INSTRUCTIONS FOR THE TASK ▸ Please repeat the records below exactly, from the first line through the line containing "position:absolute; left:1174px; top:15px;", and nothing more.

======== EXERCISE DATA ========

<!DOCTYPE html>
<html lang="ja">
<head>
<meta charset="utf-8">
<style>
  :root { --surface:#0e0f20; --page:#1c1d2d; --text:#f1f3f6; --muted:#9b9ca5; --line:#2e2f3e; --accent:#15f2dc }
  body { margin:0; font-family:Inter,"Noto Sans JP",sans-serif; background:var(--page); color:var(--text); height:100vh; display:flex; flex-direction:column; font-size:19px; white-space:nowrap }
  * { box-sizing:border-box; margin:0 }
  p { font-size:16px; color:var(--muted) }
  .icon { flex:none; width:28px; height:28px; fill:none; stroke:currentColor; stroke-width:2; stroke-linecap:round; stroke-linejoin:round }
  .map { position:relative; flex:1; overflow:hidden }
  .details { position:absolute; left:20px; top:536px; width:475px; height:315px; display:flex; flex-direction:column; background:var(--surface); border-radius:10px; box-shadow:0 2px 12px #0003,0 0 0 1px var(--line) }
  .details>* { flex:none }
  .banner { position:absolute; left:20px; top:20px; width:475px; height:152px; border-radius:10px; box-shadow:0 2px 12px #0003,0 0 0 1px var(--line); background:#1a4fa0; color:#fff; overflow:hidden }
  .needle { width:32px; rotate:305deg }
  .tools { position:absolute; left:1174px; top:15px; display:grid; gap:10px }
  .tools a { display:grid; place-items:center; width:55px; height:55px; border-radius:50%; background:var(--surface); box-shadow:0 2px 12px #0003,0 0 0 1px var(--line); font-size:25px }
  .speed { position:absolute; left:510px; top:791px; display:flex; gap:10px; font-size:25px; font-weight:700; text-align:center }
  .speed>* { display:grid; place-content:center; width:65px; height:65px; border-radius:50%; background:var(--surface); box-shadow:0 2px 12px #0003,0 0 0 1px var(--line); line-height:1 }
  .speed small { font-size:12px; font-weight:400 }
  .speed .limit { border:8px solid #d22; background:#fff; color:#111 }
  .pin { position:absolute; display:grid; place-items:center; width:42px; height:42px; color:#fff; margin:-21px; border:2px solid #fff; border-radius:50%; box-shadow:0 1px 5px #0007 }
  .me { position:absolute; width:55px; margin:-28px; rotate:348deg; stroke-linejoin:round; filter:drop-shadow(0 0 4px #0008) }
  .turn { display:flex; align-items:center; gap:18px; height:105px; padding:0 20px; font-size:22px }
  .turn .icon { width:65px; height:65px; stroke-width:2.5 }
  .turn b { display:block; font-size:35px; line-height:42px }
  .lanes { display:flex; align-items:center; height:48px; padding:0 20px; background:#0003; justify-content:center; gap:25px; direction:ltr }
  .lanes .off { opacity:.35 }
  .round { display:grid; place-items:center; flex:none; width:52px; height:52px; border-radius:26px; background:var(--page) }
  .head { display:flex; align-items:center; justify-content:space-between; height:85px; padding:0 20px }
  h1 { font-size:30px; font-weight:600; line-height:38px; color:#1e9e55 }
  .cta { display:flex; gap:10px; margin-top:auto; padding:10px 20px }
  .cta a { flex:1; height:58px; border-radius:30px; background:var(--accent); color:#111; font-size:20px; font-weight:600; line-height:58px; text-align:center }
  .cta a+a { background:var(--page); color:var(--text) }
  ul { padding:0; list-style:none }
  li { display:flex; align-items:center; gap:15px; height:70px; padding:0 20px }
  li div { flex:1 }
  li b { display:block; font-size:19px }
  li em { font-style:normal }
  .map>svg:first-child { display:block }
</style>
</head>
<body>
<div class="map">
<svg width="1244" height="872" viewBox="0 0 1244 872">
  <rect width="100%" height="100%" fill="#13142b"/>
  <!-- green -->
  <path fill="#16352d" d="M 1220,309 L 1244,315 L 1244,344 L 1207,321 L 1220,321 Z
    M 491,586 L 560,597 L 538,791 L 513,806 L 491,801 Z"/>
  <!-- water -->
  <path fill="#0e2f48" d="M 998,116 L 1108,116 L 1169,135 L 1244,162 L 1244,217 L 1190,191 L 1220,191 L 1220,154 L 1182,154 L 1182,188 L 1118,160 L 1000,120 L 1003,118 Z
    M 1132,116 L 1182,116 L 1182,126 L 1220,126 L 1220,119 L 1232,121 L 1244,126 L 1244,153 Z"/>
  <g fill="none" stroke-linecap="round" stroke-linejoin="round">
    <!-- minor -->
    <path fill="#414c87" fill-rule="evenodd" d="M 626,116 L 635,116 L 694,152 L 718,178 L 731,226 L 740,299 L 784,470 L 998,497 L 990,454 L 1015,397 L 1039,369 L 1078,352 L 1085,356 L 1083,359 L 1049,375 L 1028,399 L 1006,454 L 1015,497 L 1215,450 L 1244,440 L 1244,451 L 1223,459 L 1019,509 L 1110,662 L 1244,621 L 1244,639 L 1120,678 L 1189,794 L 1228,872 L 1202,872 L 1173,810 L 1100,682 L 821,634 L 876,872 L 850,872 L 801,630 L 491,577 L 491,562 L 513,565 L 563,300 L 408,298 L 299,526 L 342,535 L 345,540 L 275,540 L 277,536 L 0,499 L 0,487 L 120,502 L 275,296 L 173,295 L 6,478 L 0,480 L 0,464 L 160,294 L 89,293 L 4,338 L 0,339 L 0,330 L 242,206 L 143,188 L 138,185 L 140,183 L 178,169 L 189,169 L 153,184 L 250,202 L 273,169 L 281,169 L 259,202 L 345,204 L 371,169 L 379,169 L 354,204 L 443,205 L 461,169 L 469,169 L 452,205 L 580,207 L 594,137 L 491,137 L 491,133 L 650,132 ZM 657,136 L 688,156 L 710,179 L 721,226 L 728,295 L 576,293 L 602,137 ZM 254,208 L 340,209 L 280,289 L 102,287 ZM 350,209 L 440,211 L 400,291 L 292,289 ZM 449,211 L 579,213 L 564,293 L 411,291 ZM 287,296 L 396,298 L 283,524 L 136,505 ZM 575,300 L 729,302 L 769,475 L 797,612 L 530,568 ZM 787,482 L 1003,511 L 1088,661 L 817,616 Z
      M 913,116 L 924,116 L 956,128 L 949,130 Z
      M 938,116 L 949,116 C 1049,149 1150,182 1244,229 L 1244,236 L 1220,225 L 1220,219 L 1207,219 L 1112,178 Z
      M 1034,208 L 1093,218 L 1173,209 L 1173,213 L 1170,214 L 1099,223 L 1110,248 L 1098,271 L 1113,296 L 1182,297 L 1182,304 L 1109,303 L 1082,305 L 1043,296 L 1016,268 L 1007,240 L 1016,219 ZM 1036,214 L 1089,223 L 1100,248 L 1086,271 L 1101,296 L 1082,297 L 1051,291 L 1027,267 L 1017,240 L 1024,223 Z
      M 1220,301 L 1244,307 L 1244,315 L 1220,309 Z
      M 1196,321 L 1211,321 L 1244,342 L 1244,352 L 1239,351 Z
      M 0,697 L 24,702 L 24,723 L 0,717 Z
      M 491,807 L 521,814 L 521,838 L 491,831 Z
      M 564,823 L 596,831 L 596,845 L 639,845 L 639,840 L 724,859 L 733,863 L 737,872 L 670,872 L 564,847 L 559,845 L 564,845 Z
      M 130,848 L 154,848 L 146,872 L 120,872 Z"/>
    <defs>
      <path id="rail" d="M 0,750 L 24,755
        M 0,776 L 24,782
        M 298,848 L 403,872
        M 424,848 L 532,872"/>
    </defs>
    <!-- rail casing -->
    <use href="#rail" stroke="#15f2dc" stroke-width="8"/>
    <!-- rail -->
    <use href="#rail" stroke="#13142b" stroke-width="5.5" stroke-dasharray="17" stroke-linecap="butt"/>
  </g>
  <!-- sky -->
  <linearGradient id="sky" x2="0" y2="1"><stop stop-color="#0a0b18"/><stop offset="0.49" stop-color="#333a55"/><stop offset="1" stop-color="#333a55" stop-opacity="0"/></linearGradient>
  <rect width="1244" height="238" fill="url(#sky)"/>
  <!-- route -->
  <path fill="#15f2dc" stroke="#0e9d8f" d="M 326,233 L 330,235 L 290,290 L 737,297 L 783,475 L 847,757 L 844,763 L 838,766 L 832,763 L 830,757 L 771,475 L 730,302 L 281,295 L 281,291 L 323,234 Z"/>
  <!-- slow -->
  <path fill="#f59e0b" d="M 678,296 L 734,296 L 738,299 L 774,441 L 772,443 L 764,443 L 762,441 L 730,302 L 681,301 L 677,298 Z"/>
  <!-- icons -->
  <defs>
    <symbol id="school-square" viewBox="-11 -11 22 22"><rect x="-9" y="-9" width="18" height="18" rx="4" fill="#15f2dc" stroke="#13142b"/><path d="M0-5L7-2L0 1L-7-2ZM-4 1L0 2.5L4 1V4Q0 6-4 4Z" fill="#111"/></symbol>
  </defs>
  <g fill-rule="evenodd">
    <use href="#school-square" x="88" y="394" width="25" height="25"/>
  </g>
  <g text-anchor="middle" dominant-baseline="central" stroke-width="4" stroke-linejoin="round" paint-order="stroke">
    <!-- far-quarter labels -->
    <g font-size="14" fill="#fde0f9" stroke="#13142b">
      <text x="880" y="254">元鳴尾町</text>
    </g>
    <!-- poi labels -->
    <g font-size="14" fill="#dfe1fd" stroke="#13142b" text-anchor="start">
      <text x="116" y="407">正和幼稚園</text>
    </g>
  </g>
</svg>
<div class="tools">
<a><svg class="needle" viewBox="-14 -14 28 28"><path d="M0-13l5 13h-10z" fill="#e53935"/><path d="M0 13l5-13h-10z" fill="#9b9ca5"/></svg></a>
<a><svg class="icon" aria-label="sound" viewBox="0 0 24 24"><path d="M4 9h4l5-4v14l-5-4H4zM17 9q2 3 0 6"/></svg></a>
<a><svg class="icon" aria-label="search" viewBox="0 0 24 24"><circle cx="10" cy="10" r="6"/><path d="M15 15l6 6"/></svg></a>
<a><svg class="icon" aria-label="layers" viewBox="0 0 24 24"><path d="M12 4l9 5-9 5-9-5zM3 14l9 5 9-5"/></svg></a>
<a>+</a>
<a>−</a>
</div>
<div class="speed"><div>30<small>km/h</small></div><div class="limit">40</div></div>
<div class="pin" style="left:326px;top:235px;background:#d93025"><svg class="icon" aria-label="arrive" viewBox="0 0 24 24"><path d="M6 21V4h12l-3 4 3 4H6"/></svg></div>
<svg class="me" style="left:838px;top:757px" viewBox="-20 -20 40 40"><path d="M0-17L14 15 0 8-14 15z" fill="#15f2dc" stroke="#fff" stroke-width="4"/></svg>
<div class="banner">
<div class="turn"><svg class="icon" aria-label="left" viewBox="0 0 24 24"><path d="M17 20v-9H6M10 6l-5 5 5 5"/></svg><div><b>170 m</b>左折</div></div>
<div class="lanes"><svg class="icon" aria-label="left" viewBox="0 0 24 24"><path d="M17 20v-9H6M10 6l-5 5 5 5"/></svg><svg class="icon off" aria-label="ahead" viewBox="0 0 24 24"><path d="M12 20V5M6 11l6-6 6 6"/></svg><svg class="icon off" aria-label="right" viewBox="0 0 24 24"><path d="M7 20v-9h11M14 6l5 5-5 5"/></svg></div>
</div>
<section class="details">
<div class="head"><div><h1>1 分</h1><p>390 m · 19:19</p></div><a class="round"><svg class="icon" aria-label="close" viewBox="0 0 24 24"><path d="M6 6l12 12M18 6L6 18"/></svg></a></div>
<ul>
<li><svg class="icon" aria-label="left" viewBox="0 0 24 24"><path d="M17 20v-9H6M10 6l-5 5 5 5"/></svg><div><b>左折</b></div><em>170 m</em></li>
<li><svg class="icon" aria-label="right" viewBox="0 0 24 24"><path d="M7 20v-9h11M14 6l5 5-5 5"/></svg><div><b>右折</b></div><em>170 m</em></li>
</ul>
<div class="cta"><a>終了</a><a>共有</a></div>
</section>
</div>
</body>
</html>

========

SOLUTION TO THIS EXERCISE ▸
<!DOCTYPE html>
<html lang="ja">
<head>
<meta charset="utf-8">
<style>
  :root { --surface:#0e0f20; --page:#1c1d2d; --text:#f1f3f6; --muted:#9b9ca5; --line:#2e2f3e; --accent:#15f2dc }
  body { margin:0; font-family:Inter,"Noto Sans JP",sans-serif; background:var(--page); color:var(--text); height:100vh; display:flex; flex-direction:column; font-size:19px; white-space:nowrap }
  * { box-sizing:border-box; margin:0 }
  p { font-size:16px; color:var(--muted) }
  .icon { flex:none; width:28px; height:28px; fill:none; stroke:currentColor; stroke-width:2; stroke-linecap:round; stroke-linejoin:round }
  .map { position:relative; flex:1; overflow:hidden }
  .details { position:absolute; left:20px; top:536px; width:475px; height:315px; display:flex; flex-direction:column; background:var(--surface); border-radius:10px; box-shadow:0 2px 12px #0003,0 0 0 1px var(--line) }
  .details>* { flex:none }
  .banner { position:absolute; left:20px; top:20px; width:475px; height:152px; border-radius:10px; box-shadow:0 2px 12px #0003,0 0 0 1px var(--line); background:#1a4fa0; color:#fff; overflow:hidden }
  .needle { width:32px; rotate:305deg }
  .tools { position:absolute; left:1174px; top:15px; display:grid; gap:10px }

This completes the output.